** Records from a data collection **
++++++

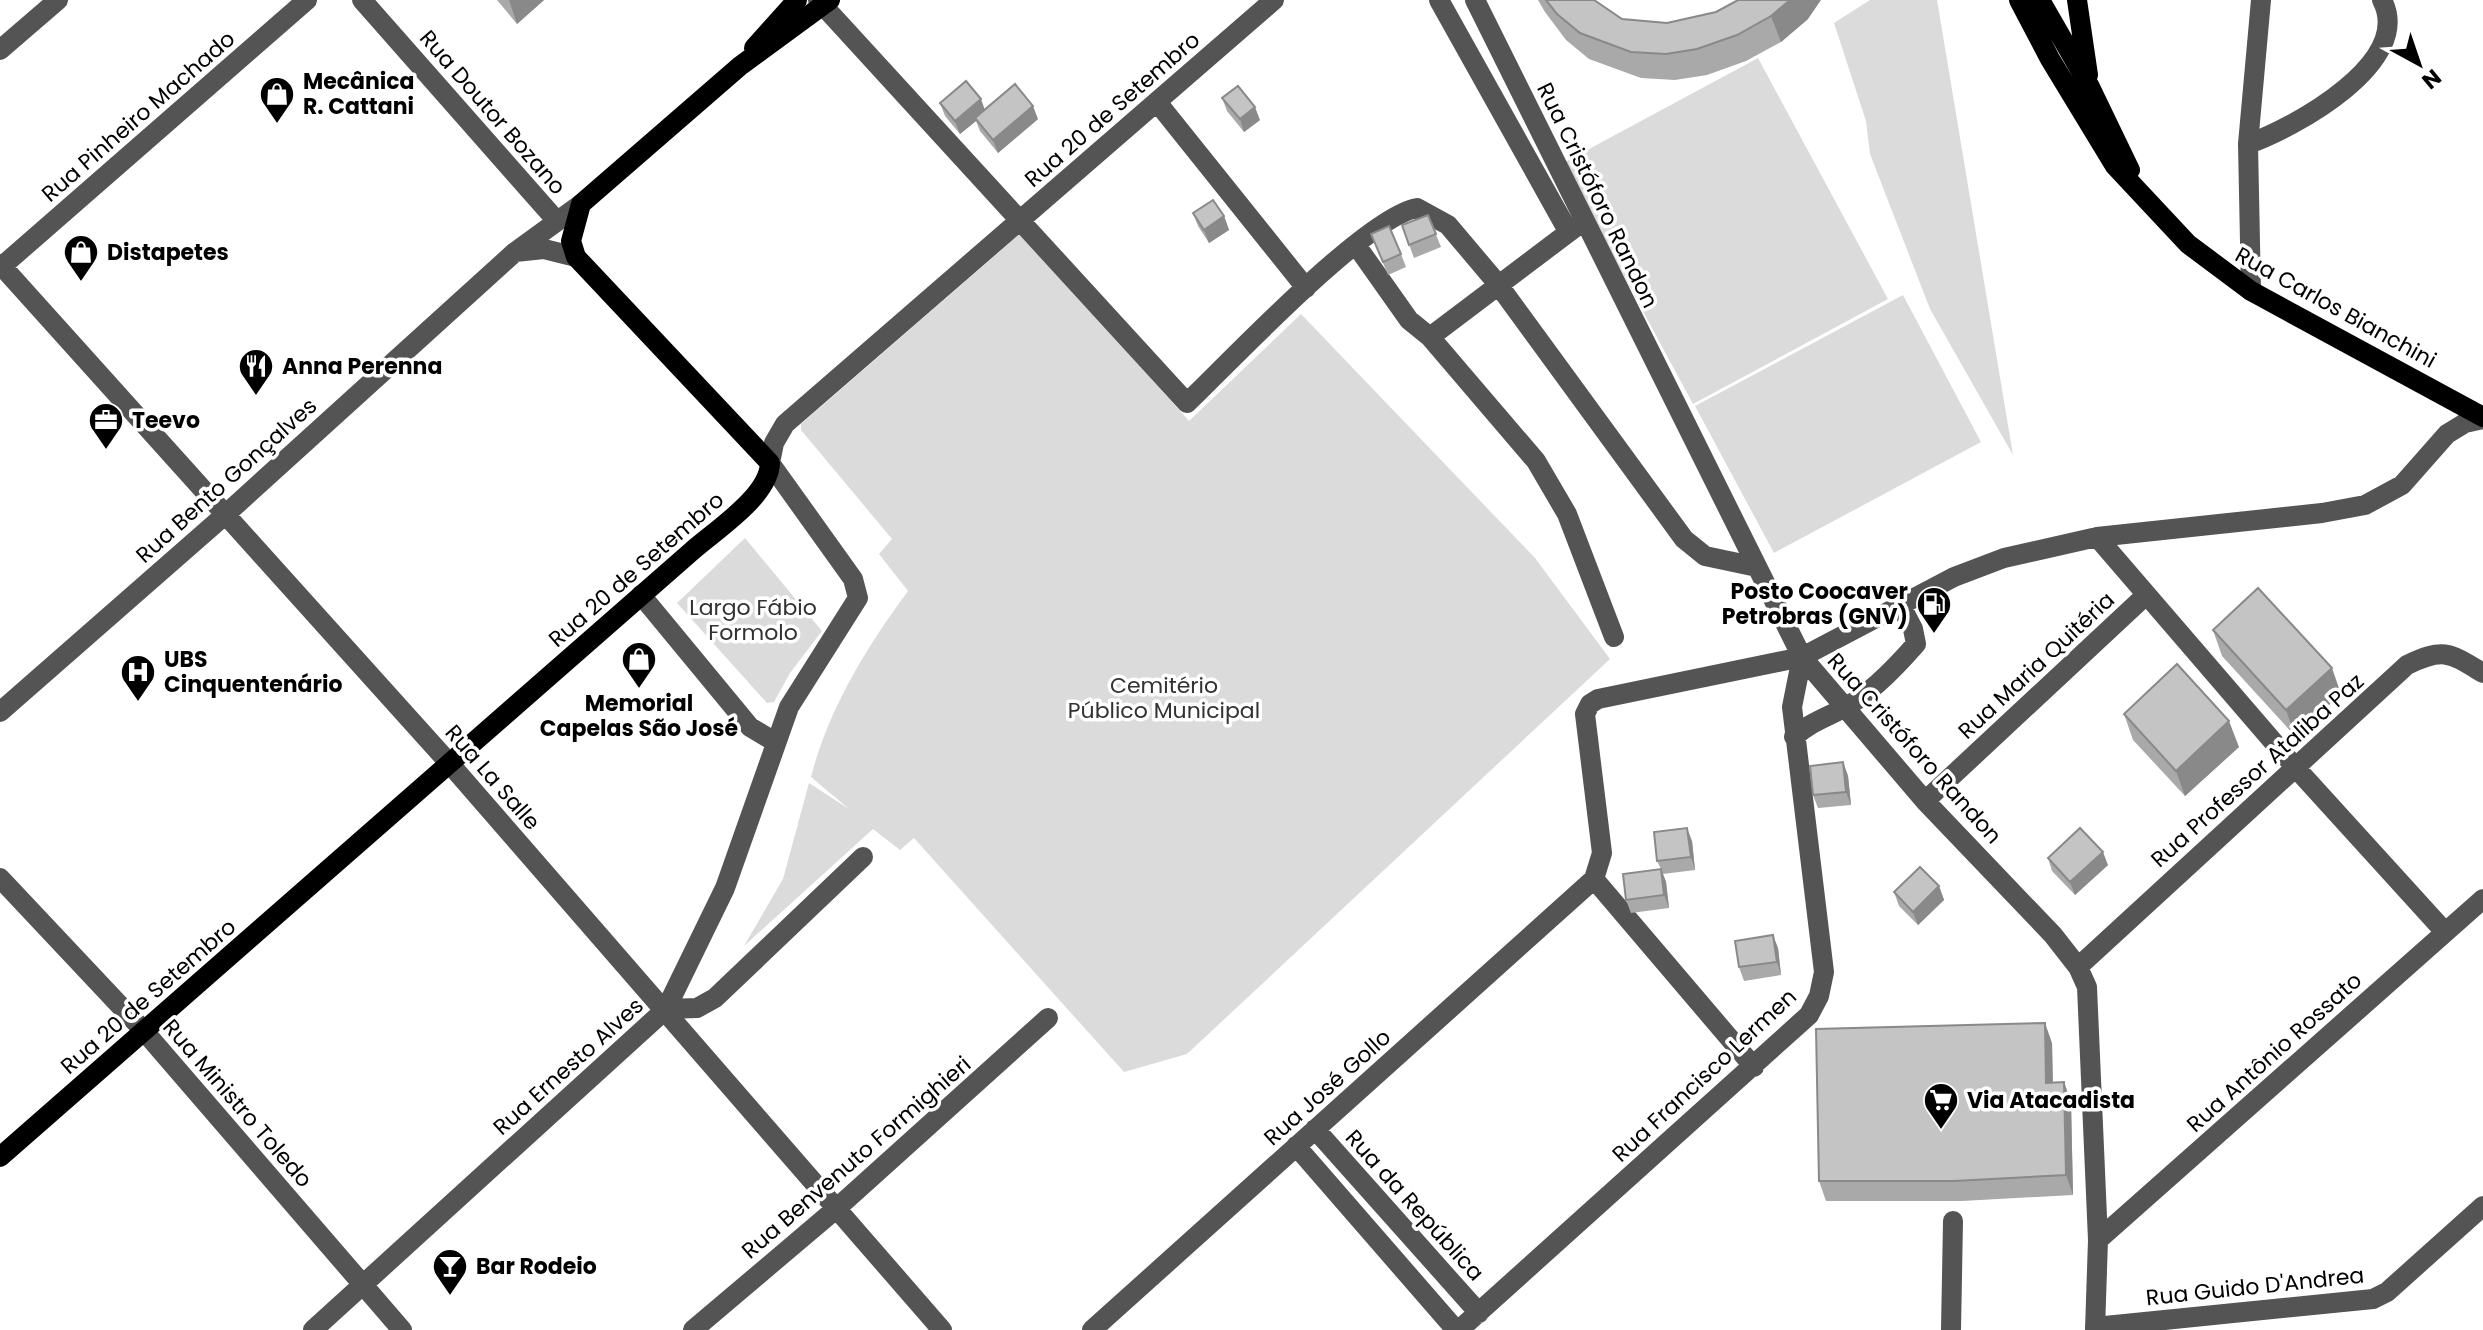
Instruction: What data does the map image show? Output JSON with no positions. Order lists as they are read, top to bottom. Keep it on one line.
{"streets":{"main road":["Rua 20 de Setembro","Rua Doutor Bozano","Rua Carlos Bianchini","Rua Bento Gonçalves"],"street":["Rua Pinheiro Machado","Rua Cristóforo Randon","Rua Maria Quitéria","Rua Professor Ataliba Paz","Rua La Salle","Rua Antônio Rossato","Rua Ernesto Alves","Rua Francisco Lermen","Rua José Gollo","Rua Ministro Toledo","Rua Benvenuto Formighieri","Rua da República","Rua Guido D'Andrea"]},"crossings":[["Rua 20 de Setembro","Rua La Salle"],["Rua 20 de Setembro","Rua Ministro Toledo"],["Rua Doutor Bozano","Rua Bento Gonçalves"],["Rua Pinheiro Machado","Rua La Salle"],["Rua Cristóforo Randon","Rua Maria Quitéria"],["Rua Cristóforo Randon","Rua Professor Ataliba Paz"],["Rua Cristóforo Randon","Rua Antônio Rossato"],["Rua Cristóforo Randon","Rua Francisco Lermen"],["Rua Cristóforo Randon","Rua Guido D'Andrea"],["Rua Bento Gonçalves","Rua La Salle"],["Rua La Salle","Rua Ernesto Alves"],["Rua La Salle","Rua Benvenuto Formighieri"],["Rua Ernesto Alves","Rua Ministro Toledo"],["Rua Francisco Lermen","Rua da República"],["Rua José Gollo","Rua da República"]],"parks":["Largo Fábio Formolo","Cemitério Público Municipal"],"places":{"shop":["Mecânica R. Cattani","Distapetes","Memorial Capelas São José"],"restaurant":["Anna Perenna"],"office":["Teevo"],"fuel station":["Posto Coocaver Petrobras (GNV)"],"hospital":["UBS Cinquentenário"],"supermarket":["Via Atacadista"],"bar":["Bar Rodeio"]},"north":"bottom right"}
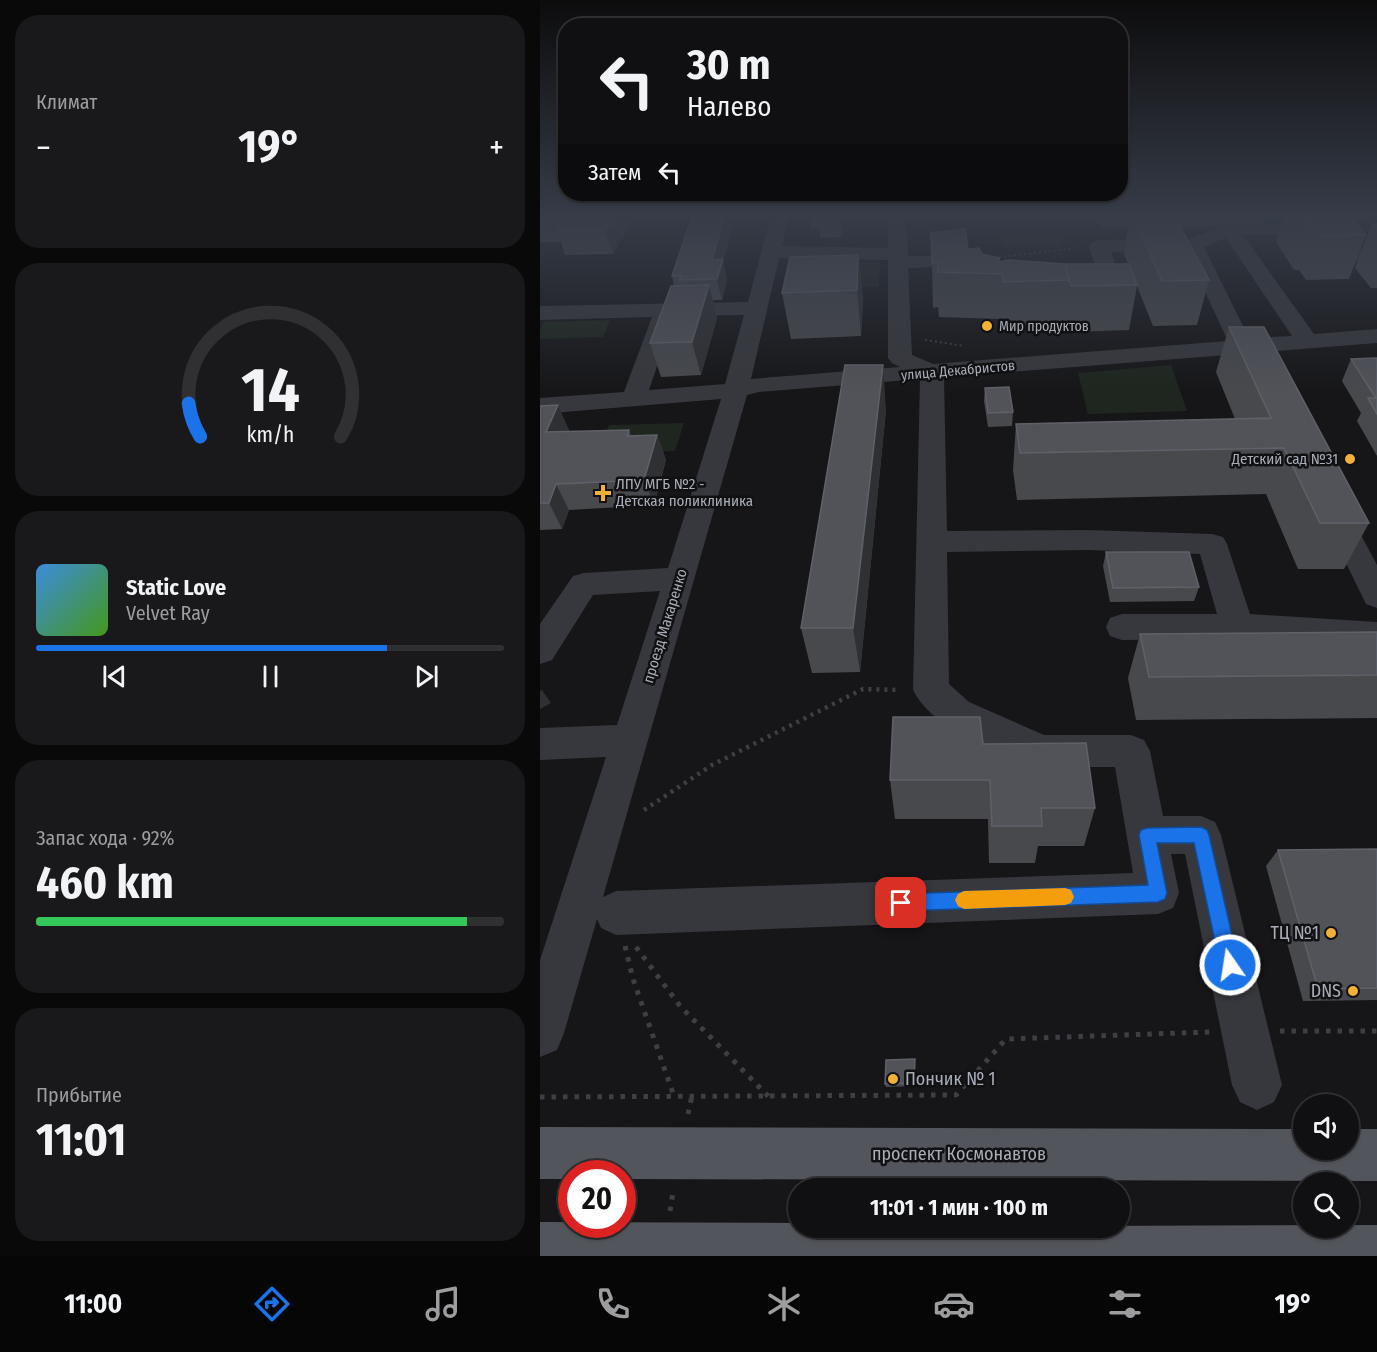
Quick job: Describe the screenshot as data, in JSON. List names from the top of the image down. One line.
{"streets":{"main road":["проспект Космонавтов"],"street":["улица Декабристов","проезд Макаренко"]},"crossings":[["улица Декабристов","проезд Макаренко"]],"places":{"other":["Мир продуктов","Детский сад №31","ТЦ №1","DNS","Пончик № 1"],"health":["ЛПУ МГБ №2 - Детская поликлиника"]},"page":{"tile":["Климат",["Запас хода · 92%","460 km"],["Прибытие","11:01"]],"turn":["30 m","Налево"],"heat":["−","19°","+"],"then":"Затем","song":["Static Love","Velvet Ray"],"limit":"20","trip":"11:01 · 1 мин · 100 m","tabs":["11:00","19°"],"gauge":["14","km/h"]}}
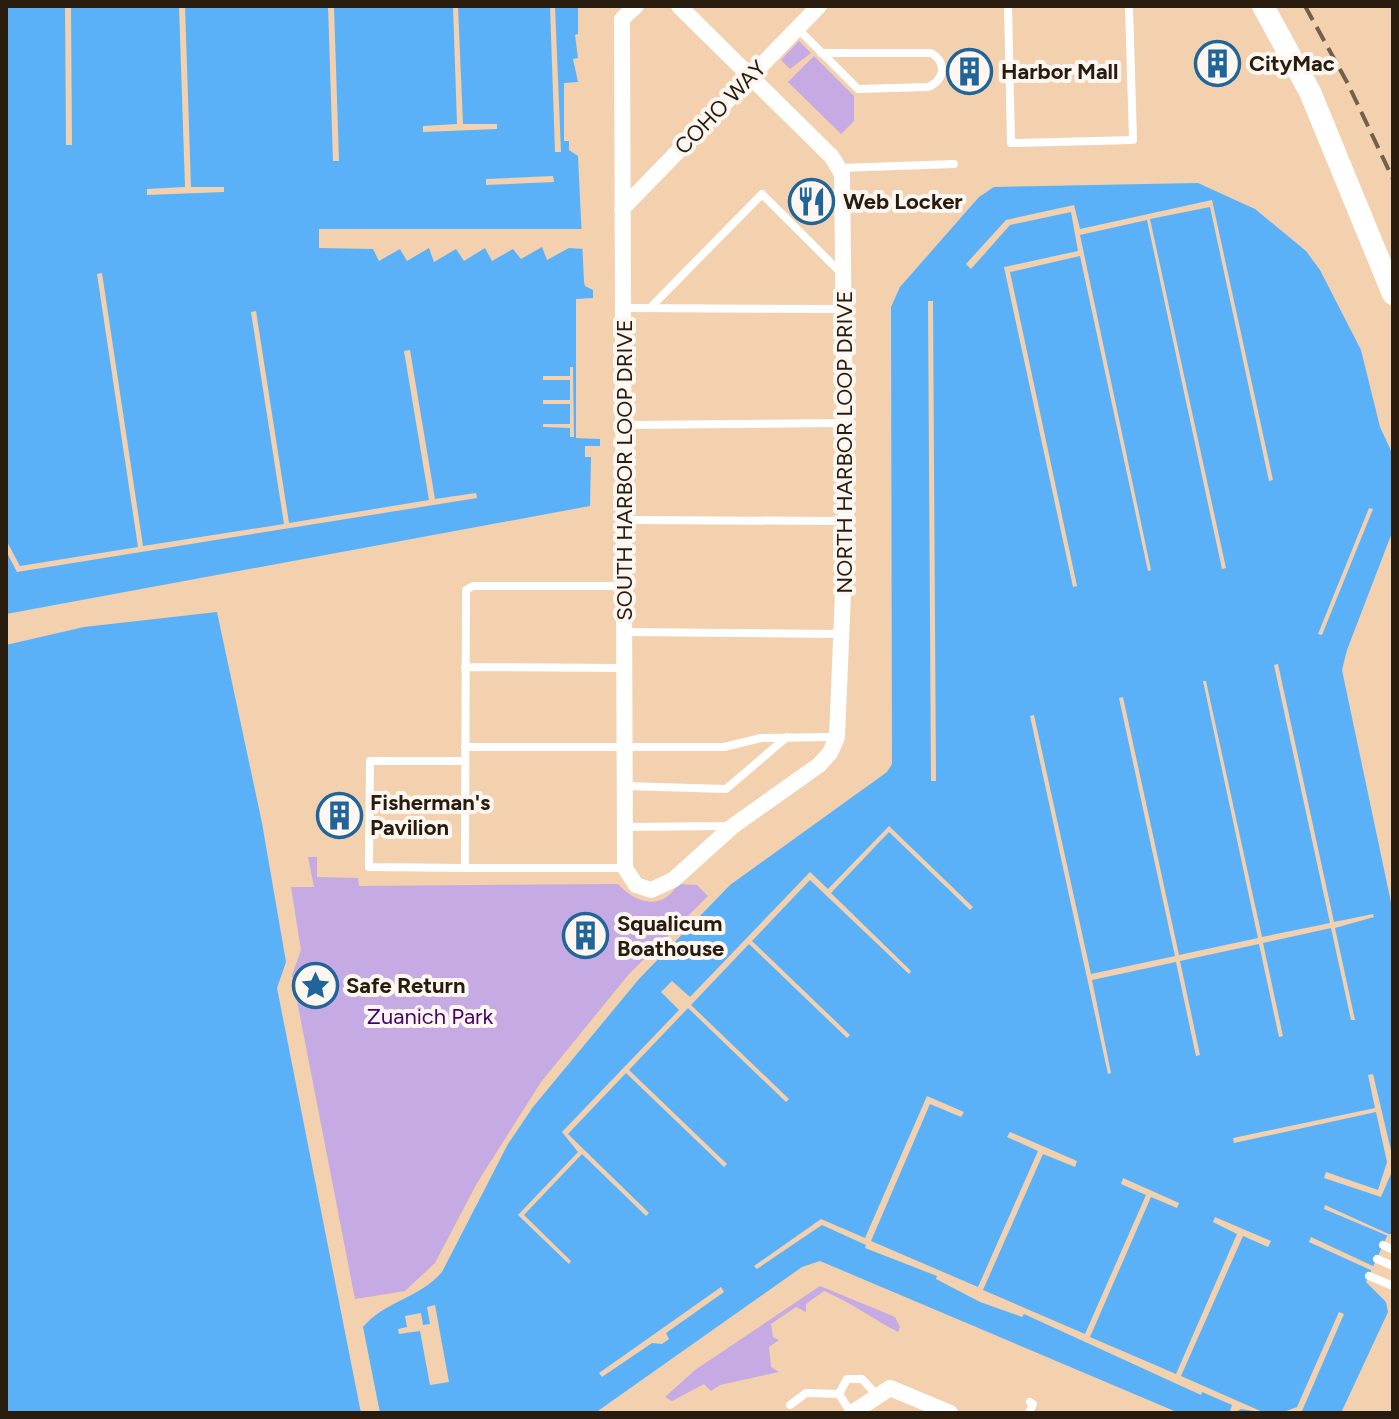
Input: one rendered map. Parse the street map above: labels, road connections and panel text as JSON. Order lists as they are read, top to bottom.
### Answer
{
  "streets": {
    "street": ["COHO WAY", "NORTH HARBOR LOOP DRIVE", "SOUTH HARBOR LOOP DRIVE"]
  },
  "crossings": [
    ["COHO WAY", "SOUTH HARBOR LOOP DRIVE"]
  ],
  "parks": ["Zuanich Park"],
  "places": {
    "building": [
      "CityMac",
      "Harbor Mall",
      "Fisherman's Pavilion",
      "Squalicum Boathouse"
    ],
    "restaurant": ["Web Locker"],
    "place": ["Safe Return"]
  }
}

++++++

** Your instructions **
Write the records out exactly once more, leaving off the pictures.

** Solution below **
Instruction: What data does the map image show? Output JSON with no positions. Order lists as they are read, top to bottom. Keep it on one line.
{"streets":{"main road":["Rua 20 de Setembro","Rua Doutor Bozano","Rua Carlos Bianchini","Rua Bento Gonçalves"],"street":["Rua Pinheiro Machado","Rua Cristóforo Randon","Rua Maria Quitéria","Rua Professor Ataliba Paz","Rua La Salle","Rua Antônio Rossato","Rua Ernesto Alves","Rua Francisco Lermen","Rua José Gollo","Rua Ministro Toledo","Rua Benvenuto Formighieri","Rua da República","Rua Guido D'Andrea"]},"crossings":[["Rua 20 de Setembro","Rua La Salle"],["Rua 20 de Setembro","Rua Ministro Toledo"],["Rua Doutor Bozano","Rua Bento Gonçalves"],["Rua Pinheiro Machado","Rua La Salle"],["Rua Cristóforo Randon","Rua Maria Quitéria"],["Rua Cristóforo Randon","Rua Professor Ataliba Paz"],["Rua Cristóforo Randon","Rua Antônio Rossato"],["Rua Cristóforo Randon","Rua Francisco Lermen"],["Rua Cristóforo Randon","Rua Guido D'Andrea"],["Rua Bento Gonçalves","Rua La Salle"],["Rua La Salle","Rua Ernesto Alves"],["Rua La Salle","Rua Benvenuto Formighieri"],["Rua Ernesto Alves","Rua Ministro Toledo"],["Rua Francisco Lermen","Rua da República"],["Rua José Gollo","Rua da República"]],"parks":["Largo Fábio Formolo","Cemitério Público Municipal"],"places":{"shop":["Mecânica R. Cattani","Distapetes","Memorial Capelas São José"],"restaurant":["Anna Perenna"],"office":["Teevo"],"fuel station":["Posto Coocaver Petrobras (GNV)"],"hospital":["UBS Cinquentenário"],"supermarket":["Via Atacadista"],"bar":["Bar Rodeio"]},"north":"bottom right"}
Quick job: Describe the screenshot as data, in JSON. List names from the top of the image down. One line.
{"streets":{"main road":["проспект Космонавтов"],"street":["улица Декабристов","проезд Макаренко"]},"crossings":[["улица Декабристов","проезд Макаренко"]],"places":{"other":["Мир продуктов","Детский сад №31","ТЦ №1","DNS","Пончик № 1"],"health":["ЛПУ МГБ №2 - Детская поликлиника"]},"page":{"tile":["Климат",["Запас хода · 92%","460 km"],["Прибытие","11:01"]],"turn":["30 m","Налево"],"heat":["−","19°","+"],"then":"Затем","song":["Static Love","Velvet Ray"],"limit":"20","trip":"11:01 · 1 мин · 100 m","tabs":["11:00","19°"],"gauge":["14","km/h"]}}
Input: one rendered map. Parse the street map above: labels, road connections and panel text as JSON. Order lists as they are read, top to bottom.
### Answer
{
  "streets": {
    "street": ["COHO WAY", "NORTH HARBOR LOOP DRIVE", "SOUTH HARBOR LOOP DRIVE"]
  },
  "crossings": [
    ["COHO WAY", "SOUTH HARBOR LOOP DRIVE"]
  ],
  "parks": ["Zuanich Park"],
  "places": {
    "building": [
      "CityMac",
      "Harbor Mall",
      "Fisherman's Pavilion",
      "Squalicum Boathouse"
    ],
    "restaurant": ["Web Locker"],
    "place": ["Safe Return"]
  }
}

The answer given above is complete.